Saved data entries
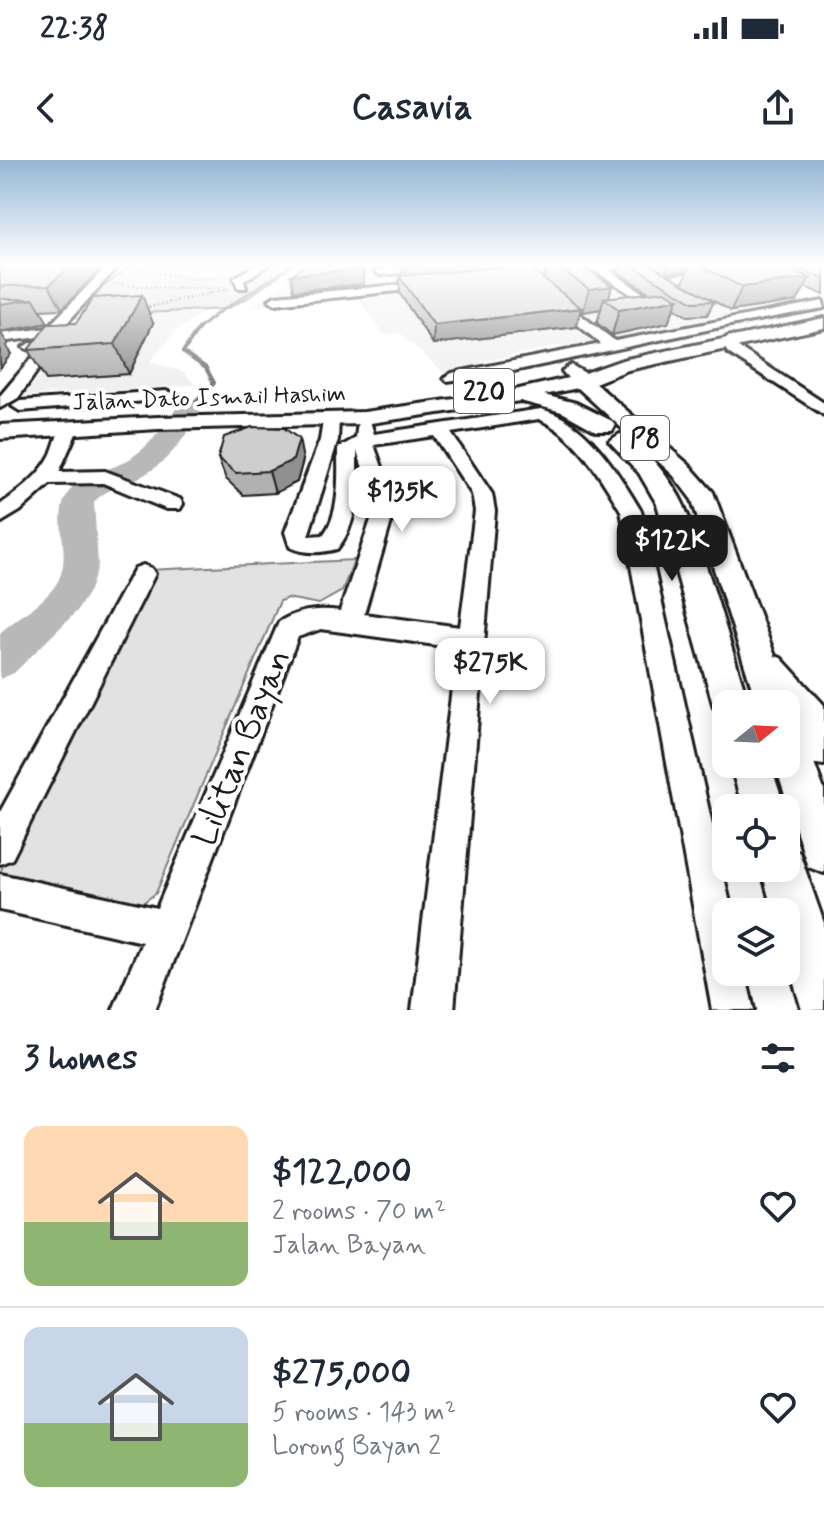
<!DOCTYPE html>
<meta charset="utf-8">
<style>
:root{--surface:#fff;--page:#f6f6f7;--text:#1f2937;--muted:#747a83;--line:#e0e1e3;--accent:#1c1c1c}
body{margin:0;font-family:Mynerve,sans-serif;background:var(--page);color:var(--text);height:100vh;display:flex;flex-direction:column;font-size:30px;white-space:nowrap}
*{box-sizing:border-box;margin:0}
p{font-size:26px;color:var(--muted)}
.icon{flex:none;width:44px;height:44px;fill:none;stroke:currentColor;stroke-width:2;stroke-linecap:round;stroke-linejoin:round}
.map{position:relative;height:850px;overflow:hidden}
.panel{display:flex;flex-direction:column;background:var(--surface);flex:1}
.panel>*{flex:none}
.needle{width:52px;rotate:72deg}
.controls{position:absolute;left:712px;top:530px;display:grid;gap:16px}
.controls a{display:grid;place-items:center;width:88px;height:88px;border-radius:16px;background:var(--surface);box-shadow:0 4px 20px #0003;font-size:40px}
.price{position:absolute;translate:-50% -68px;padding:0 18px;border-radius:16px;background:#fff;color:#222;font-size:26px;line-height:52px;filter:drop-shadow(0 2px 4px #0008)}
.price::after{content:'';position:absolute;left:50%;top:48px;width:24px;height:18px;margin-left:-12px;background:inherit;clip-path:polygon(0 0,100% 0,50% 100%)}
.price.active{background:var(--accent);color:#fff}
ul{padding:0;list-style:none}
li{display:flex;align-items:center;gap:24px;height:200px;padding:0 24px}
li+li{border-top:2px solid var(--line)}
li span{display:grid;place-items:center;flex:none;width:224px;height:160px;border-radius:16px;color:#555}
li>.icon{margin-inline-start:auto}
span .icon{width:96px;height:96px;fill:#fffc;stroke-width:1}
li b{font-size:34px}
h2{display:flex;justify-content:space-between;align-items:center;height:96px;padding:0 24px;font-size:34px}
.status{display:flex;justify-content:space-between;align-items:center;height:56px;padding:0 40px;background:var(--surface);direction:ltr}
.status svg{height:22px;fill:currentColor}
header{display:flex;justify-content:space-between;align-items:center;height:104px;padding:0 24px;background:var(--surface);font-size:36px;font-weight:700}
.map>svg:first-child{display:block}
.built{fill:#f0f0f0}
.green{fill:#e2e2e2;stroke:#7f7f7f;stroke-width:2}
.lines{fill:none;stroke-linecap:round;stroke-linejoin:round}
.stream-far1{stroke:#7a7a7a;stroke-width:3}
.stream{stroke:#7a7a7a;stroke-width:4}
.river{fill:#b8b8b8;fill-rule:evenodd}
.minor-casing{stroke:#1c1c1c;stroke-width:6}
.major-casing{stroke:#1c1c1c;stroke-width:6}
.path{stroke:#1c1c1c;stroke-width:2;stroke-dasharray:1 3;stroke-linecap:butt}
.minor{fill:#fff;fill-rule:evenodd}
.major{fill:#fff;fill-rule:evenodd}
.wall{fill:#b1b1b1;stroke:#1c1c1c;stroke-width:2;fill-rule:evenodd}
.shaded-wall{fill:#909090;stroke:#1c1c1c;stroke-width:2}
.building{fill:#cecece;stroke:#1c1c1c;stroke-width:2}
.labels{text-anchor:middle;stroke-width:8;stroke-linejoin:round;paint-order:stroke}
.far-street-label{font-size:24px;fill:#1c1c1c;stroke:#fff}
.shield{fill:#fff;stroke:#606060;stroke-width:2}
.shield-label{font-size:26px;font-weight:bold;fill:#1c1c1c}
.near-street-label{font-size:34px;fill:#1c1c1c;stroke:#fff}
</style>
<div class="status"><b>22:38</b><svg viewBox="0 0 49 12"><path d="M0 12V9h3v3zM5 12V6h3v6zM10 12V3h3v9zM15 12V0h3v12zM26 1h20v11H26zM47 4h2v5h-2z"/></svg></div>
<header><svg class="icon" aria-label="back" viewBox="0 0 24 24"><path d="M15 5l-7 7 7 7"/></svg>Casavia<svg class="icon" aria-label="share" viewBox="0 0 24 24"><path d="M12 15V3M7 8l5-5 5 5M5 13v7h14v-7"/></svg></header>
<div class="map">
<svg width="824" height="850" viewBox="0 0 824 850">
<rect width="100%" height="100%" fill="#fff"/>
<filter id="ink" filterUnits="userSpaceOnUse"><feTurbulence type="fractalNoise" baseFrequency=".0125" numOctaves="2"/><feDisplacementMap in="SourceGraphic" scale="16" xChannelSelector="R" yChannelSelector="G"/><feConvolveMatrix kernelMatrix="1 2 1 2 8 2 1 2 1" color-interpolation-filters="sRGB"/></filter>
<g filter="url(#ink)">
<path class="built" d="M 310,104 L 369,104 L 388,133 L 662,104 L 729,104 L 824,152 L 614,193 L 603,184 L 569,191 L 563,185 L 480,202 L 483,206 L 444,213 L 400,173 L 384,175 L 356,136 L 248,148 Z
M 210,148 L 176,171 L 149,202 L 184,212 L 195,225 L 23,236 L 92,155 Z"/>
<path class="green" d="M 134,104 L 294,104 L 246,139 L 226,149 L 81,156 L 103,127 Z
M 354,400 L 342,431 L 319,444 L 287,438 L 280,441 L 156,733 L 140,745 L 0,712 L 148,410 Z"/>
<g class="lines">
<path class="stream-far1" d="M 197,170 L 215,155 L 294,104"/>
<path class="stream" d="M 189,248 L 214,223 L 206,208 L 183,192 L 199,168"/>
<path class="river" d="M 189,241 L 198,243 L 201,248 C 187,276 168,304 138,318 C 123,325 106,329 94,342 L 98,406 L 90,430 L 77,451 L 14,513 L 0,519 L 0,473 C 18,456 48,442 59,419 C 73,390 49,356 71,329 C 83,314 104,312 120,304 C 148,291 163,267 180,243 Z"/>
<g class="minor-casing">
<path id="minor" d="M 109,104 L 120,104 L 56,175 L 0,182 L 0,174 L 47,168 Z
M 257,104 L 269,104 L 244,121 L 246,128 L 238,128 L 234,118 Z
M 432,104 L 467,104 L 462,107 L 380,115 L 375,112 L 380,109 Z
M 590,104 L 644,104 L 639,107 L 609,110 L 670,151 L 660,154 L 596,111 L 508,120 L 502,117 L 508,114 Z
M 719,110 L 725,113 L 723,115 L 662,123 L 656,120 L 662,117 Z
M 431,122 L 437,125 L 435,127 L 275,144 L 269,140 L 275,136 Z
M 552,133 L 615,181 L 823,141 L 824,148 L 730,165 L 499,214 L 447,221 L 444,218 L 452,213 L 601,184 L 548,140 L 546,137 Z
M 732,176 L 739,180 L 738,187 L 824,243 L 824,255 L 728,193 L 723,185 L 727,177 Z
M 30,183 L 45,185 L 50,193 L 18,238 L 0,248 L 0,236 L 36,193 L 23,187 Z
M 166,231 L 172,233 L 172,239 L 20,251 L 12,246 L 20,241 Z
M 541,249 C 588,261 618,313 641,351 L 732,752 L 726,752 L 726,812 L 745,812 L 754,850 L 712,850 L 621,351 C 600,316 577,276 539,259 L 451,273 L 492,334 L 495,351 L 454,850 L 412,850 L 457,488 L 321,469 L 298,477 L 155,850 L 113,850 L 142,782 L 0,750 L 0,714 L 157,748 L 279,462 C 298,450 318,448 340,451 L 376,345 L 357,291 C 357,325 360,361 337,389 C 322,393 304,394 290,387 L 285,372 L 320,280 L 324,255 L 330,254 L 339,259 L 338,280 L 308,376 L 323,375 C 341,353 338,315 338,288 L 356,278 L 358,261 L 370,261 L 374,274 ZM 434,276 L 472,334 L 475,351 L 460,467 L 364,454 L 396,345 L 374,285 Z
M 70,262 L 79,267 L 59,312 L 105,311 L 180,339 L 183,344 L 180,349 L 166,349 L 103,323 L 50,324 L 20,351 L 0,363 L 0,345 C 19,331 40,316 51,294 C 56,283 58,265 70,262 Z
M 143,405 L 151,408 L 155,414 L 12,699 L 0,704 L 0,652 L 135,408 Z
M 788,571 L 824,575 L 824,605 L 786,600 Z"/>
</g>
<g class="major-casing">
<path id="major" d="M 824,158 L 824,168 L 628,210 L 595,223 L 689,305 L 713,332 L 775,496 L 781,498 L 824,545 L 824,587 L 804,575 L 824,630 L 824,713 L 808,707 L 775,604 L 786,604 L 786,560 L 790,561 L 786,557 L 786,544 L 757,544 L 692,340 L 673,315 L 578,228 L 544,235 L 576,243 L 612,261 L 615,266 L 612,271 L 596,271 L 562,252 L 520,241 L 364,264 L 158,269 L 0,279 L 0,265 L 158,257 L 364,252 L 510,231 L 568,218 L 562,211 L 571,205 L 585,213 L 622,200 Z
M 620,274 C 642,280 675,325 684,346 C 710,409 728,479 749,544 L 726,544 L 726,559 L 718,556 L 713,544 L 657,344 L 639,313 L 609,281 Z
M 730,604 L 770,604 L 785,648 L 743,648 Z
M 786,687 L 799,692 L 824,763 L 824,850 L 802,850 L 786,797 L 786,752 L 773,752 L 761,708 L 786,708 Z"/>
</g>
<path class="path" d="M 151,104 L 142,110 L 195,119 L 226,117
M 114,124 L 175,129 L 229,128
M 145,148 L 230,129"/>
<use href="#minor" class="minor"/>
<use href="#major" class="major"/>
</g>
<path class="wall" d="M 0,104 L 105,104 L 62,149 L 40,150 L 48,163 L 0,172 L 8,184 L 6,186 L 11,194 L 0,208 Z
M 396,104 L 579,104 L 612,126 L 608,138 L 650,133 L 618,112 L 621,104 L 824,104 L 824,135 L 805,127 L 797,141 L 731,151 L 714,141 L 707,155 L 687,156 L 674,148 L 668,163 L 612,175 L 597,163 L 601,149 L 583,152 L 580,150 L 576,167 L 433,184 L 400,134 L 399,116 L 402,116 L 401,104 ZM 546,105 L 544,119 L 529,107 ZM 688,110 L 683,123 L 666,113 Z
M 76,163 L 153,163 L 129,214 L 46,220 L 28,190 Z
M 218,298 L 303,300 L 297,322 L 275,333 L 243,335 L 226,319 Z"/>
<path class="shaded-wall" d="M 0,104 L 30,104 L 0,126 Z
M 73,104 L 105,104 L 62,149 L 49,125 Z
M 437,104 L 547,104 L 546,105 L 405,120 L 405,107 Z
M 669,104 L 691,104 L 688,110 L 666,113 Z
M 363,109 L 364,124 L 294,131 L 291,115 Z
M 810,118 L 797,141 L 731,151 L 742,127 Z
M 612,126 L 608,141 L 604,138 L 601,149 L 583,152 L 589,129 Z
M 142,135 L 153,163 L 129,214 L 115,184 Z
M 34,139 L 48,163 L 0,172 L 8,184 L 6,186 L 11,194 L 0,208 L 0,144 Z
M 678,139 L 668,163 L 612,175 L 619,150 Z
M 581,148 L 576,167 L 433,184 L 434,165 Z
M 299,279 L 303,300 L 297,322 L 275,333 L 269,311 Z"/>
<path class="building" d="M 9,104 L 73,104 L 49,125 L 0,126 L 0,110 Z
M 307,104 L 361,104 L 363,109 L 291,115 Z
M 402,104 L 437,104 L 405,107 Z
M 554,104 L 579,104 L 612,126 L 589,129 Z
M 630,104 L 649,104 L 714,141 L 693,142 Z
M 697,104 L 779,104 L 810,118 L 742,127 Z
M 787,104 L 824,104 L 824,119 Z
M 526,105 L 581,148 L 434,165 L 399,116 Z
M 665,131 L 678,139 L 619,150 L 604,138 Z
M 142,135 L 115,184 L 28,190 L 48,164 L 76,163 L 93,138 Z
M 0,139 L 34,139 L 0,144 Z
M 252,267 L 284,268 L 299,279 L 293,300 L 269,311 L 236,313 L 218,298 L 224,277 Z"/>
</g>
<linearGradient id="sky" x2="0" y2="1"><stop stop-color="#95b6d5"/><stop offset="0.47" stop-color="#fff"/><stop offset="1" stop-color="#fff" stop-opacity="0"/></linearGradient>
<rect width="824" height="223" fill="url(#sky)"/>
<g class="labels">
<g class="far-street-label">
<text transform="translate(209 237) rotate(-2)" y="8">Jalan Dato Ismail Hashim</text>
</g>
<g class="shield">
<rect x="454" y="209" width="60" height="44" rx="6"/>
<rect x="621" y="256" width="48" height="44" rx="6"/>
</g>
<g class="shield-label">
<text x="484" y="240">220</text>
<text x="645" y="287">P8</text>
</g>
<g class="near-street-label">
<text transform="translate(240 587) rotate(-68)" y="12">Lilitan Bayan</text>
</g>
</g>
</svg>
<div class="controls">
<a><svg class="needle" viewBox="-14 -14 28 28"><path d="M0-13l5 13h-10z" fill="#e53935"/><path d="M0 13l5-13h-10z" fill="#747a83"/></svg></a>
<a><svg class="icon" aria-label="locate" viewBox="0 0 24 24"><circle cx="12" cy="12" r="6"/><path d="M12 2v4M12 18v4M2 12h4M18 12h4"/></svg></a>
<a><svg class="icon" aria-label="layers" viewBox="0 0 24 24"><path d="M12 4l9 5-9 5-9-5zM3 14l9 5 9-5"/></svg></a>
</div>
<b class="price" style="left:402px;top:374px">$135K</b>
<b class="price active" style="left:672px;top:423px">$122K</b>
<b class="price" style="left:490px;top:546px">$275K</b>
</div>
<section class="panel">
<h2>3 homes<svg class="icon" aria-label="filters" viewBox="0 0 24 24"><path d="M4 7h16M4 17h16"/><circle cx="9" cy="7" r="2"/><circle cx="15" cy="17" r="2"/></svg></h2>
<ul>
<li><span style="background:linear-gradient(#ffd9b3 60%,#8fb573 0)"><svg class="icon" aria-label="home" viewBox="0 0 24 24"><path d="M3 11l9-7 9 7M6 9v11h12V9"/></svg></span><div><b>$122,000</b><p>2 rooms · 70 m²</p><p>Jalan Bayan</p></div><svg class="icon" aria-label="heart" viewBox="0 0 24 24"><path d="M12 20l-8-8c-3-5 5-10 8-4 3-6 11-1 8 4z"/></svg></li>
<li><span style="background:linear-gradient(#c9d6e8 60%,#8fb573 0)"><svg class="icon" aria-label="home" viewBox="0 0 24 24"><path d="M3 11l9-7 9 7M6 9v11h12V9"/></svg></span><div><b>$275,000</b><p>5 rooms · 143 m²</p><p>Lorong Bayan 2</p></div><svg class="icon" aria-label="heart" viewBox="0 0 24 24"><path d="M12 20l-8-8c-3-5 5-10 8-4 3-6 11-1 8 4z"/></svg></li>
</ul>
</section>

#### [Work instruction]
From the entries, report each line that includes the word "column".

#### [Your solution]
body{margin:0;font-family:Mynerve,sans-serif;background:var(--page);color:var(--text);height:100vh;display:flex;flex-direction:column;font-size:30px;white-space:nowrap}
.panel{display:flex;flex-direction:column;background:var(--surface);flex:1}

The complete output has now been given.